On 3/13/26 03:53, Barry K. Nathan wrote: [snip]
On 3/13/26 02:37, Ron Economos wrote:
On 3/13/26 01:05, Barry K. Nathan wrote:
On 3/12/26 23:10, Ron Economos wrote:
Probably those sched/fair patches.
Yes, after bisecting it turned out to be sched-fair-fix-eevdf-entity-placement-bug-causing-sc.patch
Taking 6.12.77-rc1 and reverting both of the sched-fair patches results in a working kernel that boots consistently (which I am using now to send this email).
Confirmed on RISC-V. Reverting "sched/fair: Fix lag clamp" commit b547745a2c78fd1cc1fdc6a0d1b05c884c05cec2 and "sched/fair: Fix EEVDF entity placement bug causing scheduling lag" commit f9891a33ba67ce40e5a17023d2f3a5e2b7d72ffd resolves the issue.
After looking into it a bit more, I found two upstream commits that should fix this issue without reverting the two sched/fair patches (either of the two commits alone should fix it if I understand the bug and the code correctly):
commit 4423af84b29794a9bd2bd07188d8e71083e54c61 sched/fair: optimize the PLACE_LAG when se->vlag is zero
commit c70fc32f44431bb30f9025ce753ba8be25acbba3 sched/fair: Adhere to place_entity() constraints
I think c70fc32f4443 is theoretically the proper fix, while 4423af84b297 is a performance optimization that just happens to also fix the bug.

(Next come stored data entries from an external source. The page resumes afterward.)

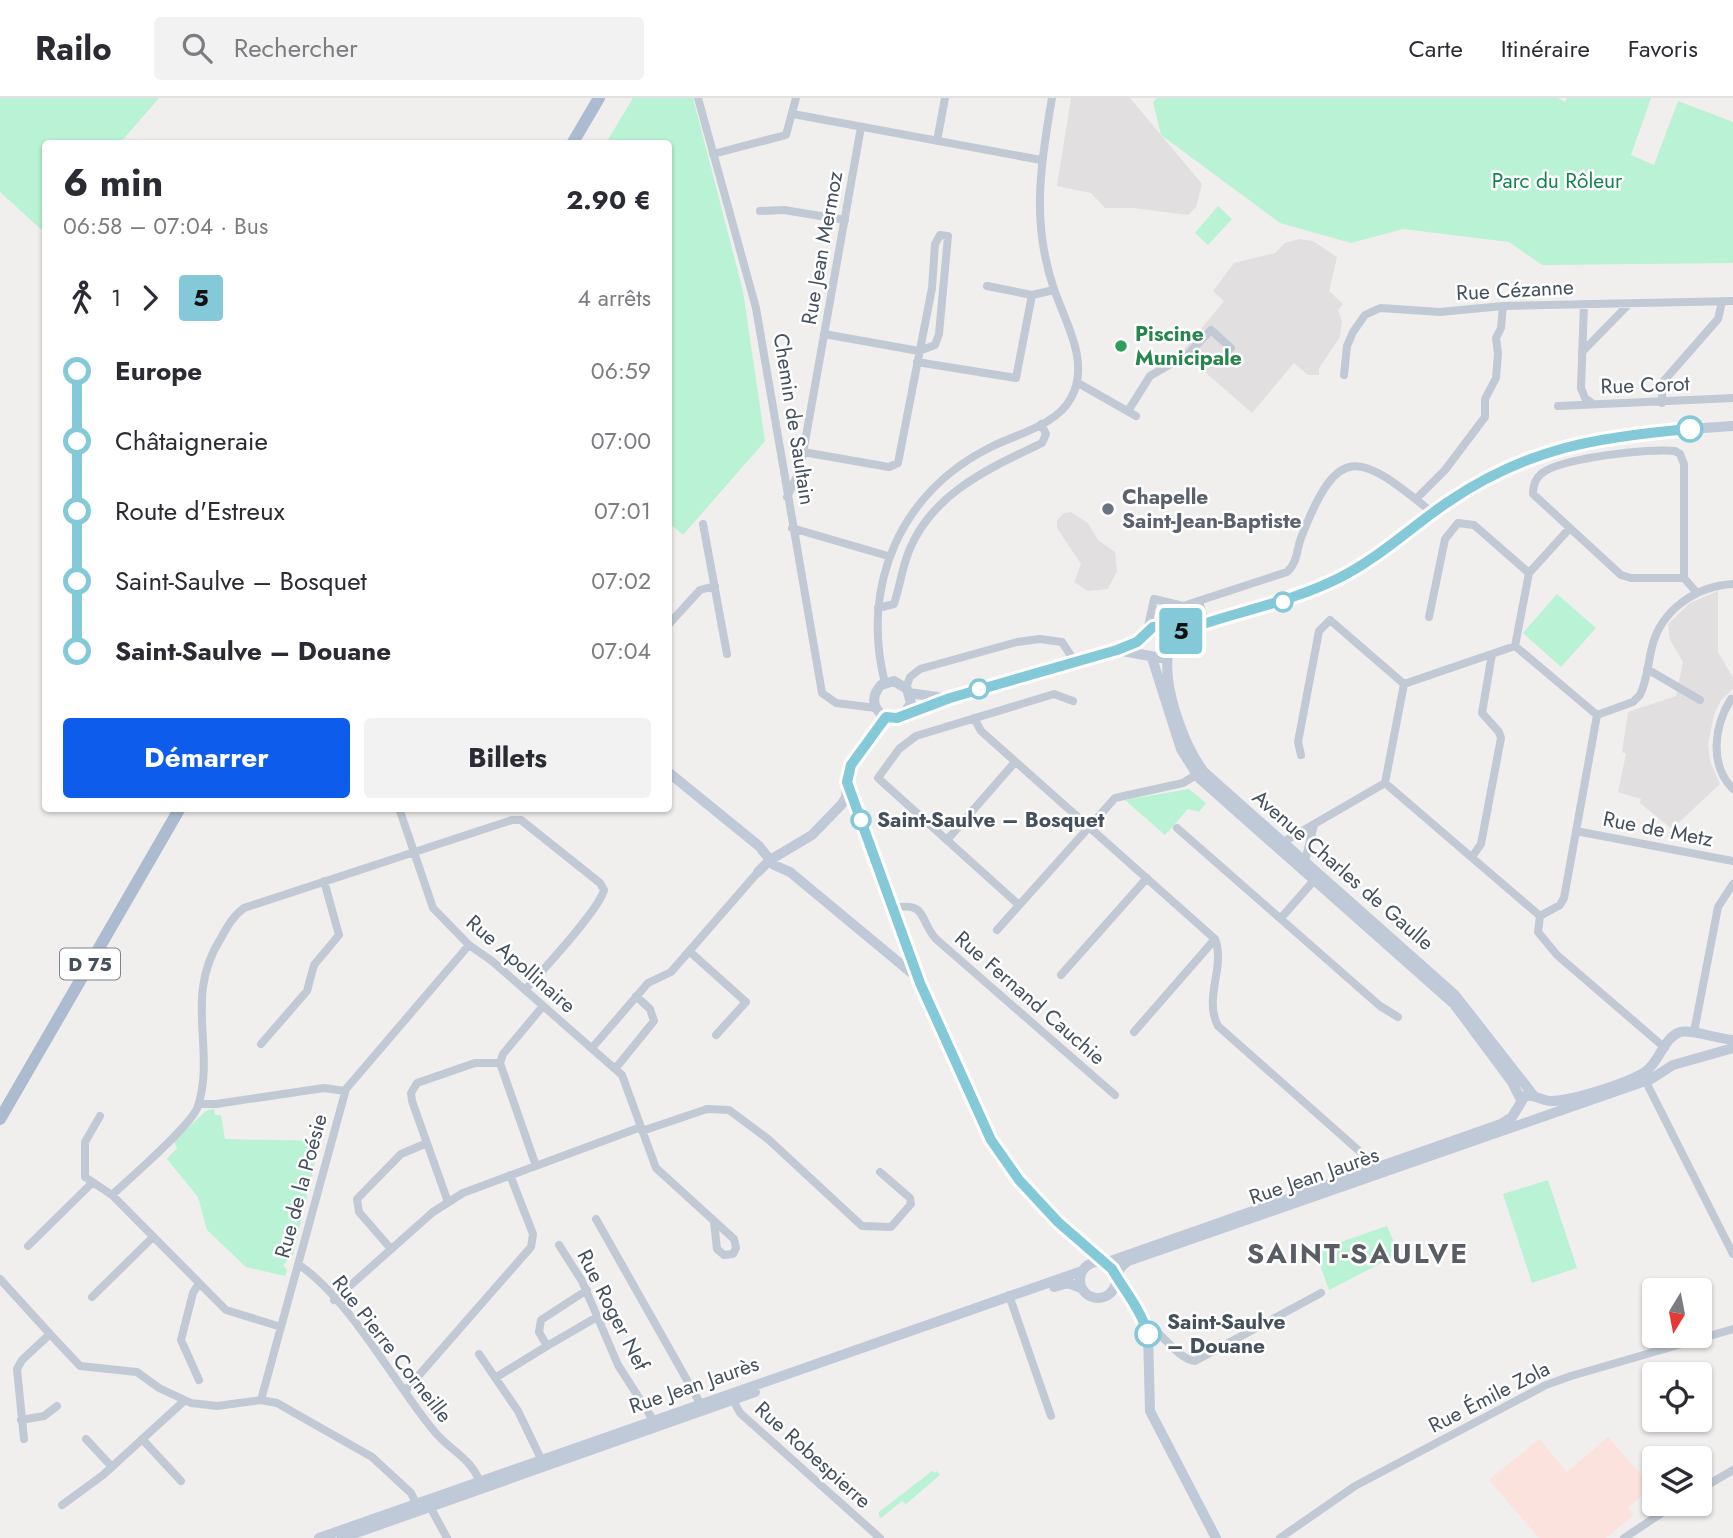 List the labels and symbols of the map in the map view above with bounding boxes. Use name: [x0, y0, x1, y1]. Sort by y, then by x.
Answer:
park label: Parc du Rôleur: [1492, 166, 1623, 196]
street label: Rue Jean Mermoz: [794, 169, 850, 327]
street label: Rue Cézanne: [1455, 272, 1575, 308]
place label: Piscine Municipale: [1135, 319, 1242, 373]
street label: Chemin de Saultain: [766, 331, 822, 507]
marker: Piscine Municipale: [1113, 338, 1129, 354]
street label: Rue Corot: [1600, 368, 1690, 402]
unlabelled marker: [1677, 416, 1703, 442]
place label: Chapelle Saint-Jean-Baptiste: [1122, 482, 1302, 536]
marker: Chapelle Saint-Jean-Baptiste: [1100, 501, 1116, 517]
unlabelled marker: [1273, 592, 1293, 612]
line badge: 5: [1158, 608, 1204, 654]
unlabelled marker: [969, 679, 989, 699]
street label: Avenue Charles de Gaulle: [1246, 783, 1440, 957]
street label: Rue de Metz: [1600, 804, 1716, 854]
place label: Saint-Saulve – Bosquet: [877, 805, 1105, 835]
marker: Saint-Saulve – Bosquet: [851, 810, 871, 830]
street label: Rue Apollinaire: [460, 908, 583, 1020]
street label: Rue Fernand Cauchie: [948, 924, 1112, 1072]
road number: D 75: [60, 948, 120, 979]
street label: Rue de la Poésie: [267, 1110, 335, 1261]
street label: Rue Jean Jaurès: [1245, 1140, 1383, 1212]
district label: SAINT-SAULVE: [1247, 1233, 1469, 1274]
street label: Rue Roger Nef: [570, 1244, 657, 1377]
street label: Rue Pierre Corneille: [325, 1269, 459, 1429]
north arrow: [1642, 1278, 1712, 1348]
place label: Saint-Saulve – Douane: [1167, 1307, 1286, 1361]
marker: Saint-Saulve – Douane: [1135, 1321, 1161, 1347]
street label: Rue Jean Jaurès: [625, 1349, 763, 1421]
street label: Rue Émile Zola: [1423, 1354, 1555, 1440]
street label: Rue Robespierre: [748, 1394, 878, 1516] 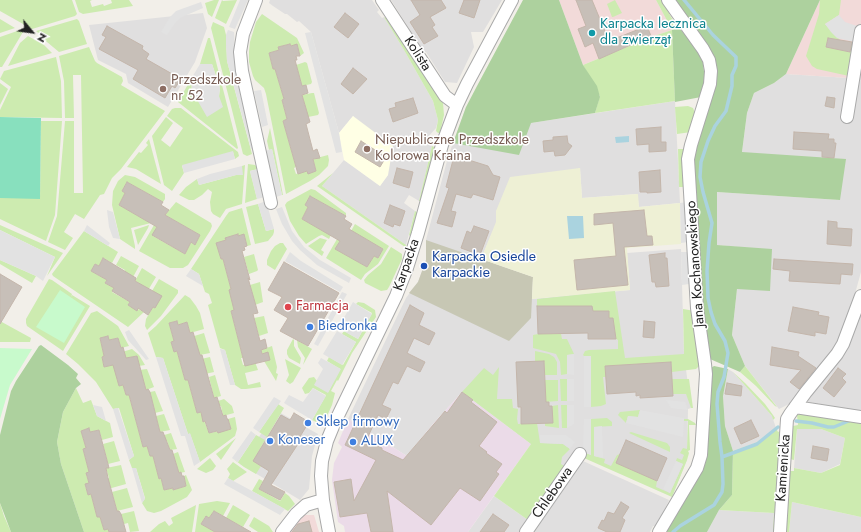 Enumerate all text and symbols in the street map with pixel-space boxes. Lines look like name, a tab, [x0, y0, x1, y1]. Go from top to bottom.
north arrow	[12, 12, 52, 52]
place label: Karpacka lecznica dla zwierząt	[600, 17, 706, 50]
marker: Karpacka lecznica dla zwierząt	[587, 28, 597, 38]
text: N	[33, 30, 52, 46]
street label: Kolista	[400, 34, 434, 74]
place label: Przedszkole nr 52	[171, 73, 241, 106]
marker: Przedszkole nr 52	[158, 84, 168, 94]
place label: Niepubliczne Przedszkole Kolorowa Kraina	[375, 133, 529, 166]
marker: Niepubliczne Przedszkole Kolorowa Kraina	[362, 144, 372, 154]
street label: Jana Kochanowskiego	[683, 200, 709, 328]
street label: Karpacka	[390, 237, 424, 293]
place label: Karpacka Osiedle Karpackie	[432, 250, 536, 282]
marker: Karpacka Osiedle Karpackie	[419, 261, 429, 271]
place label: Farmacja	[296, 299, 349, 315]
marker: Farmacja	[283, 302, 293, 312]
place label: Biedronka	[318, 319, 377, 335]
marker: Biedronka	[305, 322, 315, 332]
place label: Sklep firmowy	[316, 415, 399, 431]
marker: Sklep firmowy	[303, 418, 313, 428]
place label: Koneser	[278, 433, 325, 449]
place label: ALUX	[361, 434, 393, 450]
street label: Kamienicka	[773, 434, 795, 502]
marker: Koneser	[265, 436, 275, 446]
marker: ALUX	[348, 437, 358, 447]
street label: Chlebowa	[529, 464, 577, 522] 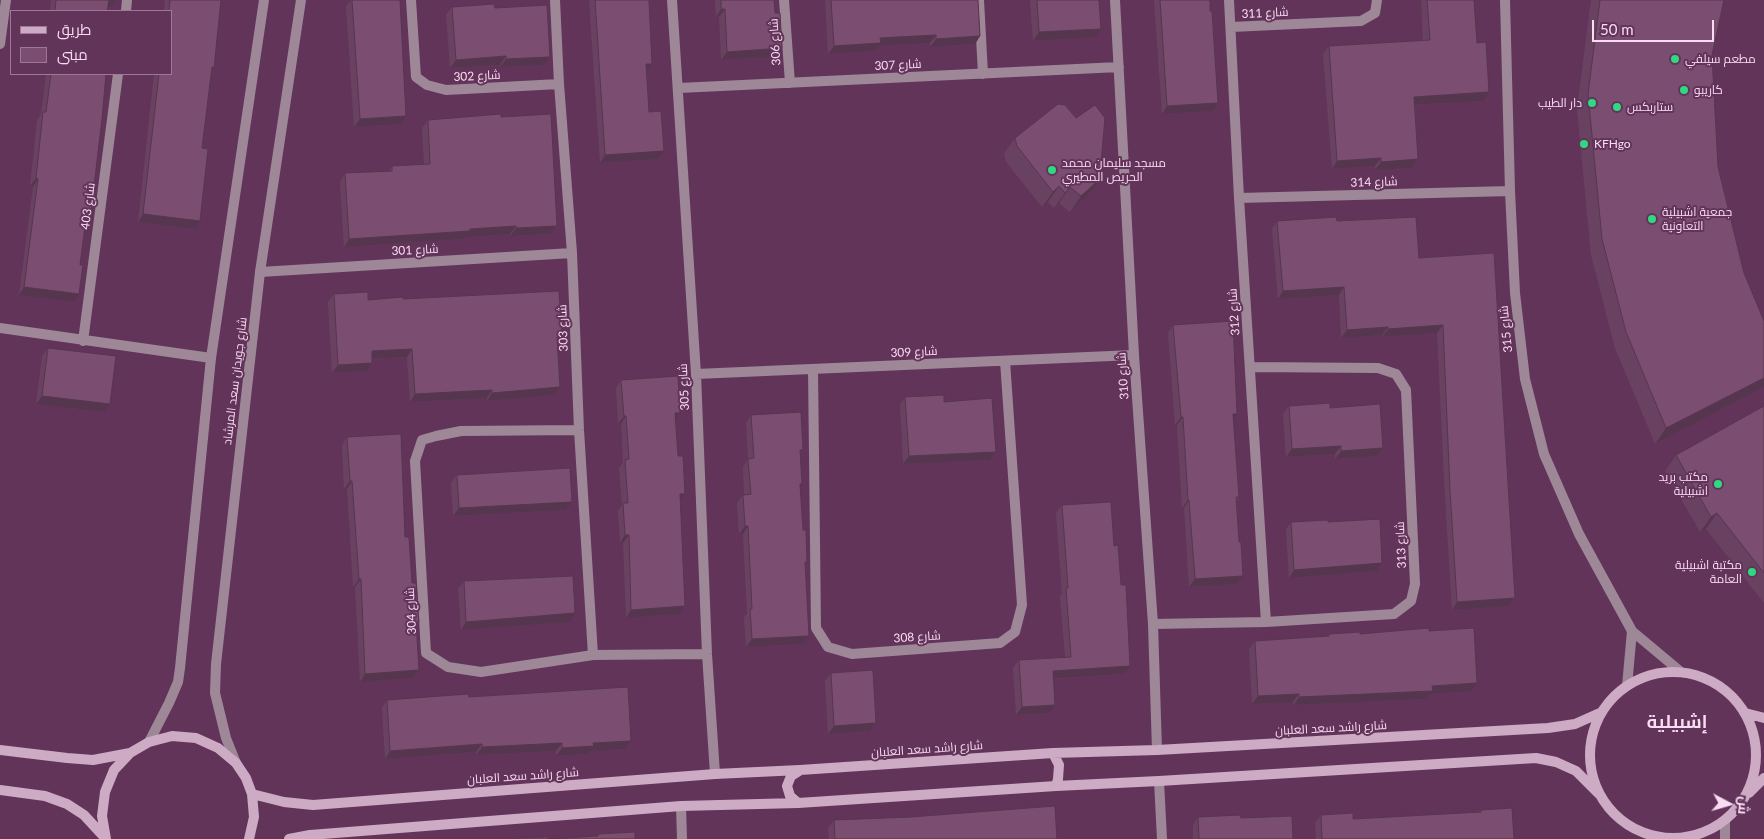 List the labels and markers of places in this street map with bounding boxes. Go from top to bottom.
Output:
place label: مطعم سيلفي [1685,52,1756,66]
marker: مطعم سيلفي [1669,53,1681,65]
place label: كاريبو [1694,83,1723,97]
marker: كاريبو [1678,84,1690,96]
place label: دار الطيب [1538,96,1582,110]
marker: دار الطيب [1586,97,1598,109]
place label: ستاربكس [1627,100,1673,114]
marker: ستاربكس [1611,101,1623,113]
place label: KFHgo [1594,137,1631,151]
marker: KFHgo [1578,138,1590,150]
place label: مسجد سليمان محمد الحريص المطيري [1062,156,1166,184]
marker: مسجد سليمان محمد الحريص المطيري [1046,164,1058,176]
place label: جمعية اشبيلية التعاونية [1662,205,1732,233]
marker: جمعية اشبيلية التعاونية [1646,213,1658,225]
place label: مكتب بريد اشبيلية [1659,470,1708,498]
marker: مكتب بريد اشبيلية [1712,478,1724,490]
place label: مكتبة اشبيلية العامة [1675,558,1742,586]
marker: مكتبة اشبيلية العامة [1746,566,1758,578] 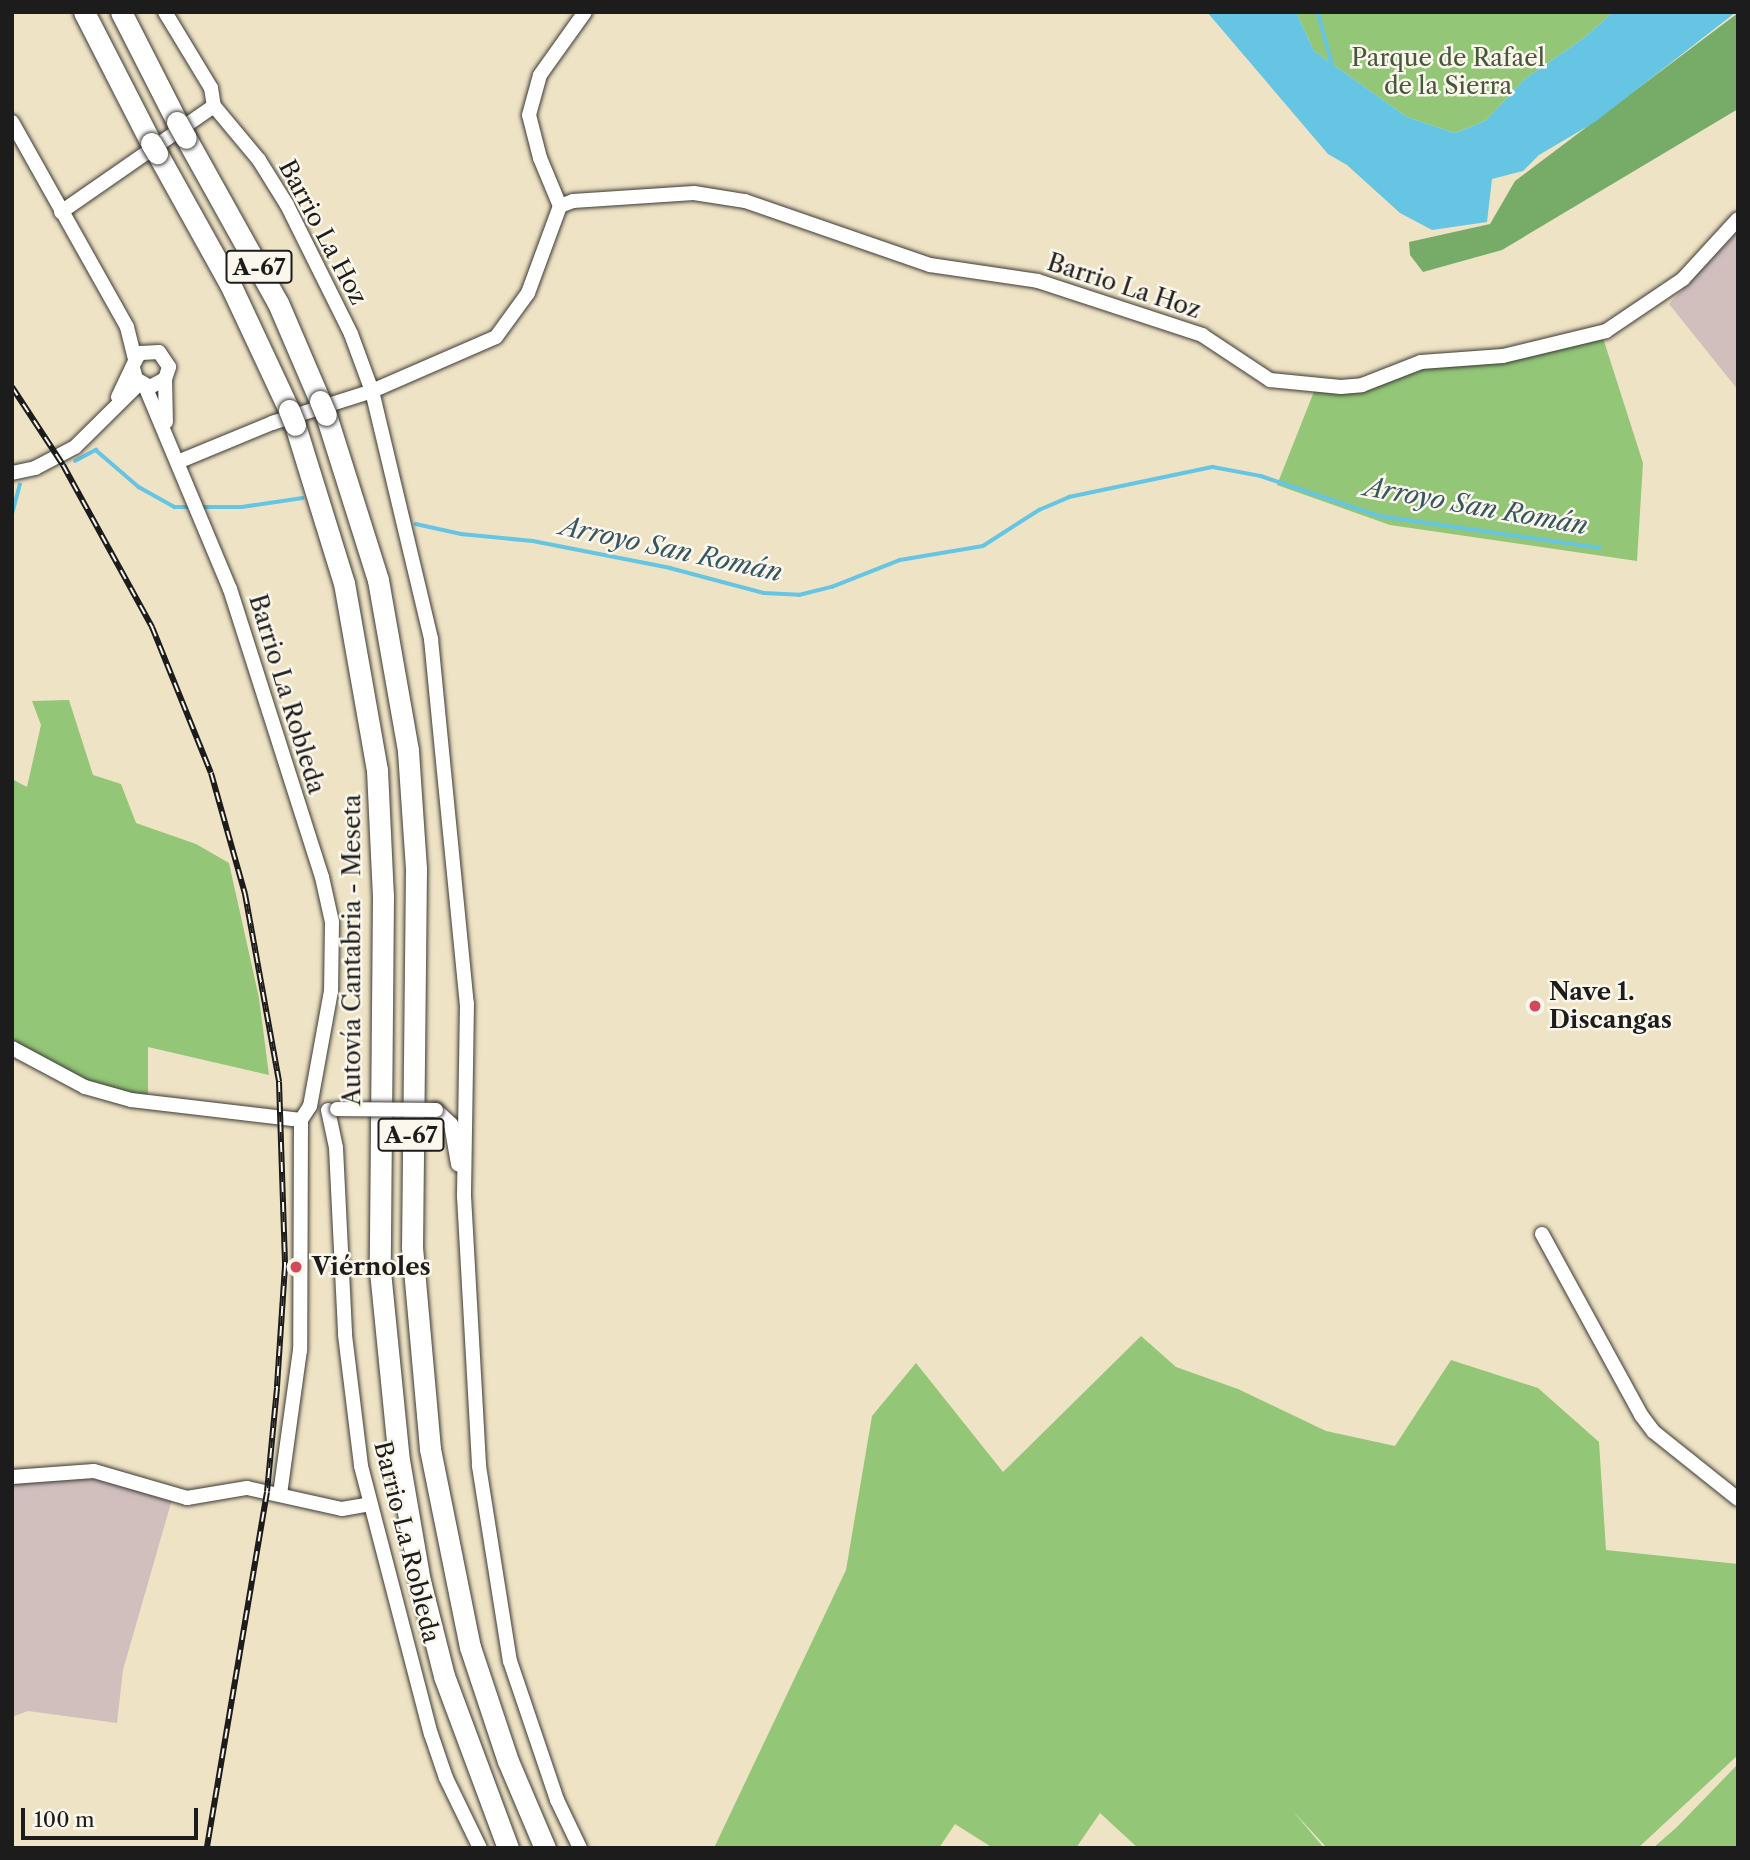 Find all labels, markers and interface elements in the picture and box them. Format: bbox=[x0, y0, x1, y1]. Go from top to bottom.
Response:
park label: Parque de Rafael de la Sierra bbox=[1351, 44, 1545, 100]
street label: Barrio La Hoz bbox=[273, 155, 373, 309]
road number: A-67 bbox=[224, 248, 294, 286]
street label: Barrio La Hoz bbox=[1044, 248, 1204, 324]
water label: Arroyo San Román bbox=[1362, 472, 1590, 542]
water label: Arroyo San Román bbox=[557, 511, 785, 589]
street label: Barrio La Robleda bbox=[243, 591, 331, 797]
street label: Autovía Cantabria - Meseta bbox=[338, 794, 366, 1106]
place label: Nave 1. Discangas bbox=[1549, 978, 1672, 1034]
marker: Nave 1. Discangas bbox=[1527, 998, 1543, 1014]
road number: A-67 bbox=[376, 1116, 446, 1154]
place label: Viérnoles bbox=[312, 1253, 431, 1281]
marker: Viérnoles bbox=[286, 1257, 306, 1277]
street label: Barrio La Robleda bbox=[368, 1438, 446, 1646]
scale bar bbox=[24, 1794, 201, 1838]
text: 100 m bbox=[34, 1807, 95, 1832]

4423af84b297 turned out to be the easier backport; the upstream patch applies to 6.12.77-rc1 with an offset but no fuzz or conflicts. So I tried 6.12.77-rc1 + 4423af84b297, and just as with reverting the two sched/fair patches, it eliminates the boot freeze in my testing. It's what I'm running now as I write and send this email.
Next, I think I'll try doing a backport of c70fc32f4443 (I think it should be easy enough), and I'll try testing 6.12.77-rc1 + c70fc32f4443 (probably both with and without 4423af84b297). Maybe 4423af84b297 on its own is enough though.
I originally wrote a much longer email, but I'll try to keep this concise.
I was able to backport c70fc32f4443 successfully, and the backport does fix the reboot freezes (with or without 4423af84b297). However, backporting that commit convinced me that it's too risky; I'm particularly worried it could make future sched/fair backports more difficult. And once 4423af84b297 is applied, I think c70fc32f4443 ends up being a fix for a theoretical bug.
So, even though c70fc32f4443 is the commit that was cc'd to stable@, I believe 4423af84b297 is a better (safer, less risky) way to go.
In summary, I believe the two best ways to fix this regression are: 1. Backport 4423af84b297, or 2. Revert the two sched/fair patches.